Exercise objective:
A faithful transcription of all the data, images excluded, is the required answer.

Data for this exercise:
━━━━━━━━━━━━━━━━━━━━━━━━━━━━━━

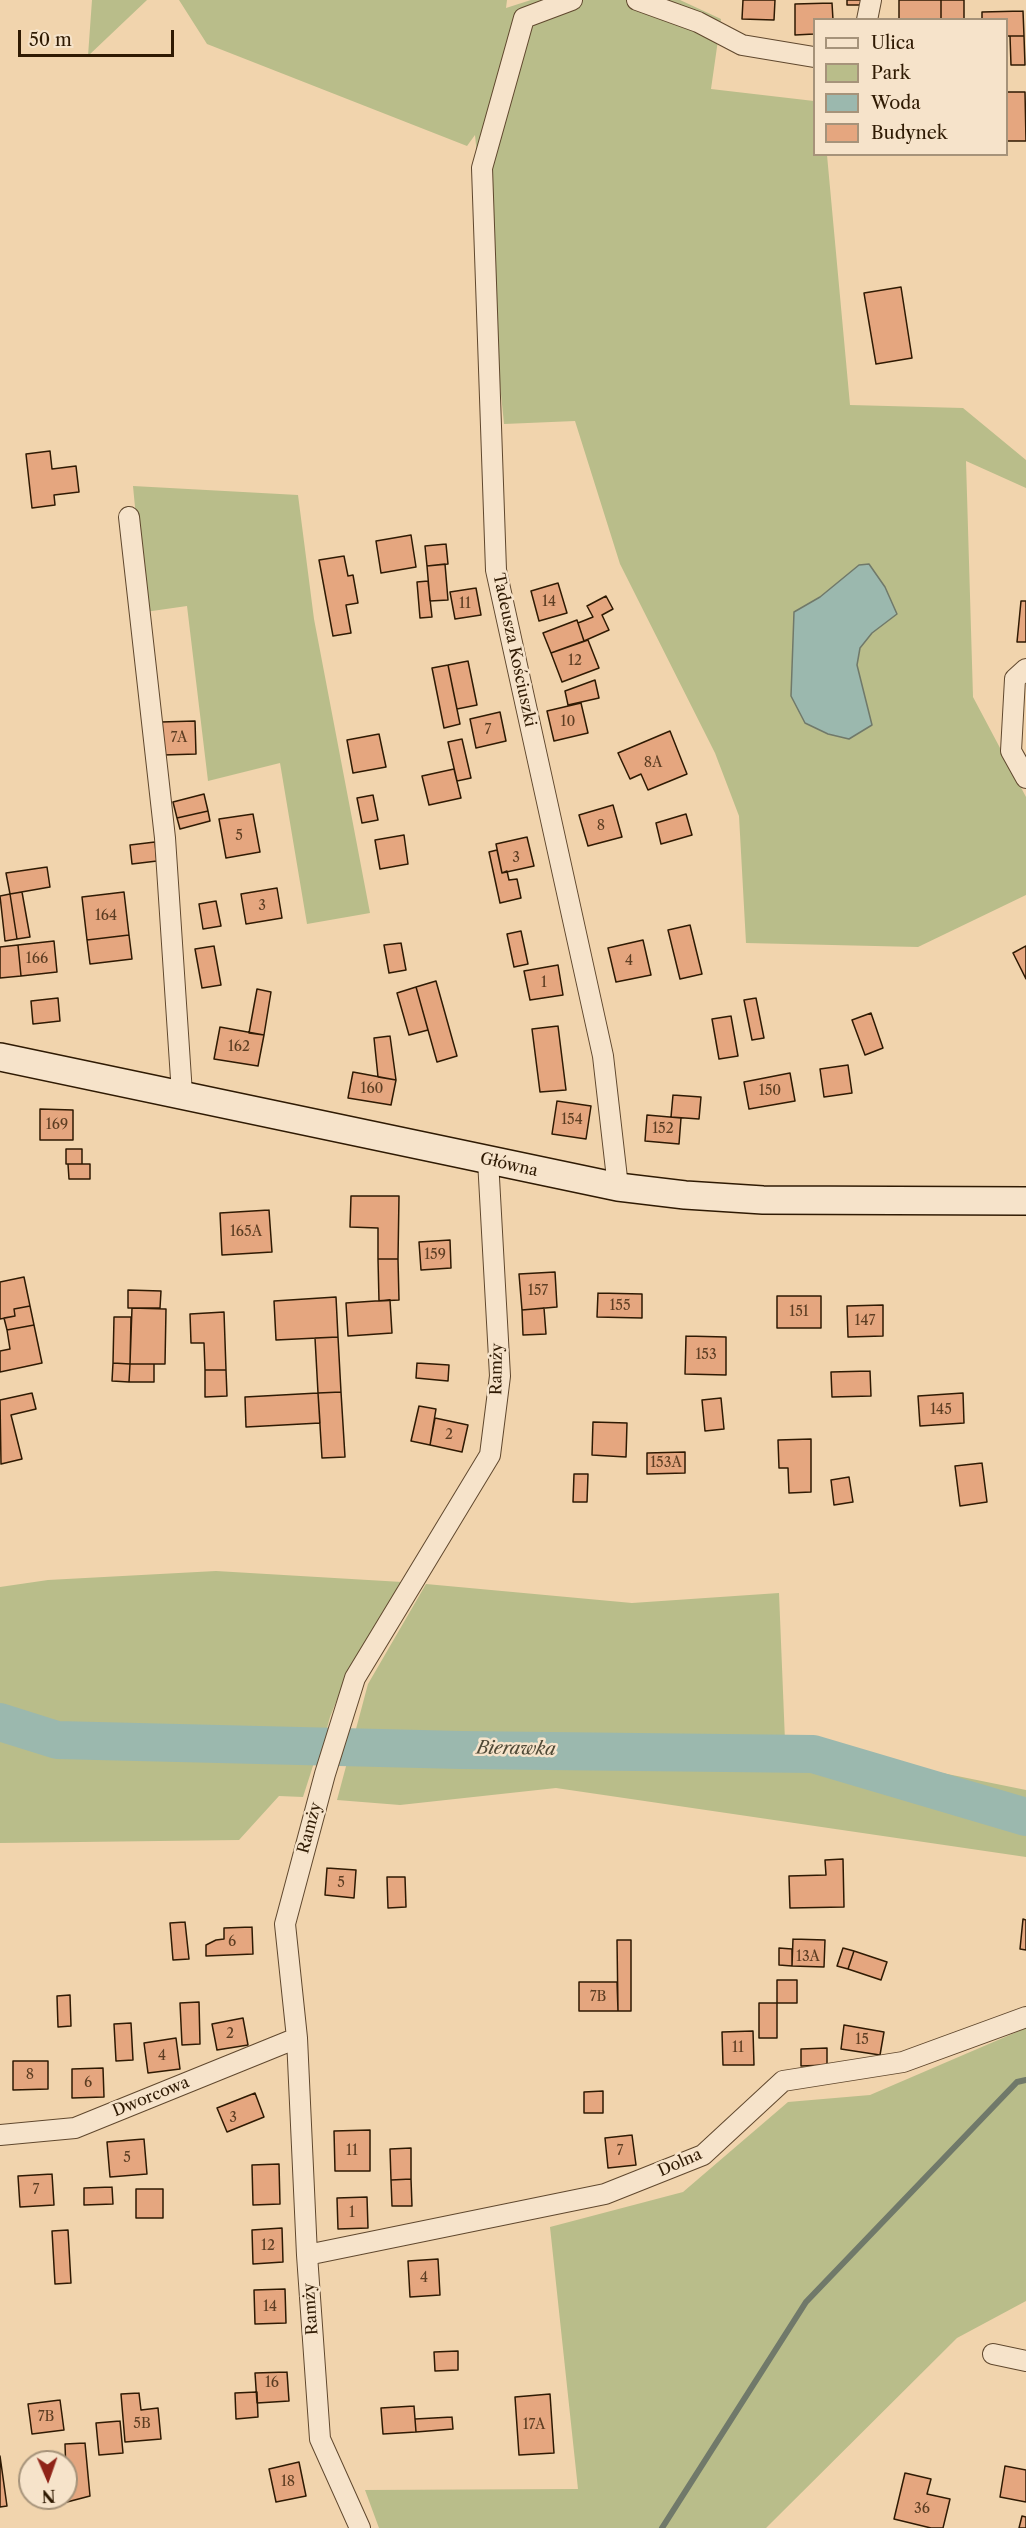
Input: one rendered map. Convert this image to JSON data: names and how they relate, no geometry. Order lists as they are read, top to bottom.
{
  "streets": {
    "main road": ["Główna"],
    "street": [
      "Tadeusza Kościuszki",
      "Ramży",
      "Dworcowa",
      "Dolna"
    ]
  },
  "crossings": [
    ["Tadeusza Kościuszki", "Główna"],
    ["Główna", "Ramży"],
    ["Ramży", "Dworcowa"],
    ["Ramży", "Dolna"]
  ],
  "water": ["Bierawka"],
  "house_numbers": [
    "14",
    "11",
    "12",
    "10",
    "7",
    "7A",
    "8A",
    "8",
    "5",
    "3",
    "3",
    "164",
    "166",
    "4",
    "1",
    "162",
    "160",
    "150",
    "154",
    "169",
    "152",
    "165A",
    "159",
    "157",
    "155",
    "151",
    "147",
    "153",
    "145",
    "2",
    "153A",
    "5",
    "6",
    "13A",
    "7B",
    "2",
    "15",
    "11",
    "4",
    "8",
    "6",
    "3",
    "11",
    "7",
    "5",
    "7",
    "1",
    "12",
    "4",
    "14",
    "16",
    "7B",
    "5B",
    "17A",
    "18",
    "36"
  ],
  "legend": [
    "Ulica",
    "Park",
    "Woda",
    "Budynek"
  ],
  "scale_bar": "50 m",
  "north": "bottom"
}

━━━━━━━━━━━━━━━━━━━━━━━━━━━━━━

Response to the exercise:
Input: one rendered map. Convert this image to JSON data: names and how they relate, no geometry. Order lists as they are read, top to bottom.
{
  "streets": {
    "main road": ["Główna"],
    "street": [
      "Tadeusza Kościuszki",
      "Ramży",
      "Dworcowa",
      "Dolna"
    ]
  },
  "crossings": [
    ["Tadeusza Kościuszki", "Główna"],
    ["Główna", "Ramży"],
    ["Ramży", "Dworcowa"],
    ["Ramży", "Dolna"]
  ],
  "water": ["Bierawka"],
  "house_numbers": [
    "14",
    "11",
    "12",
    "10",
    "7",
    "7A",
    "8A",
    "8",
    "5",
    "3",
    "3",
    "164",
    "166",
    "4",
    "1",
    "162",
    "160",
    "150",
    "154",
    "169",
    "152",
    "165A",
    "159",
    "157",
    "155",
    "151",
    "147",
    "153",
    "145",
    "2",
    "153A",
    "5",
    "6",
    "13A",
    "7B",
    "2",
    "15",
    "11",
    "4",
    "8",
    "6",
    "3",
    "11",
    "7",
    "5",
    "7",
    "1",
    "12",
    "4",
    "14",
    "16",
    "7B",
    "5B",
    "17A",
    "18",
    "36"
  ],
  "legend": [
    "Ulica",
    "Park",
    "Woda",
    "Budynek"
  ],
  "scale_bar": "50 m",
  "north": "bottom"
}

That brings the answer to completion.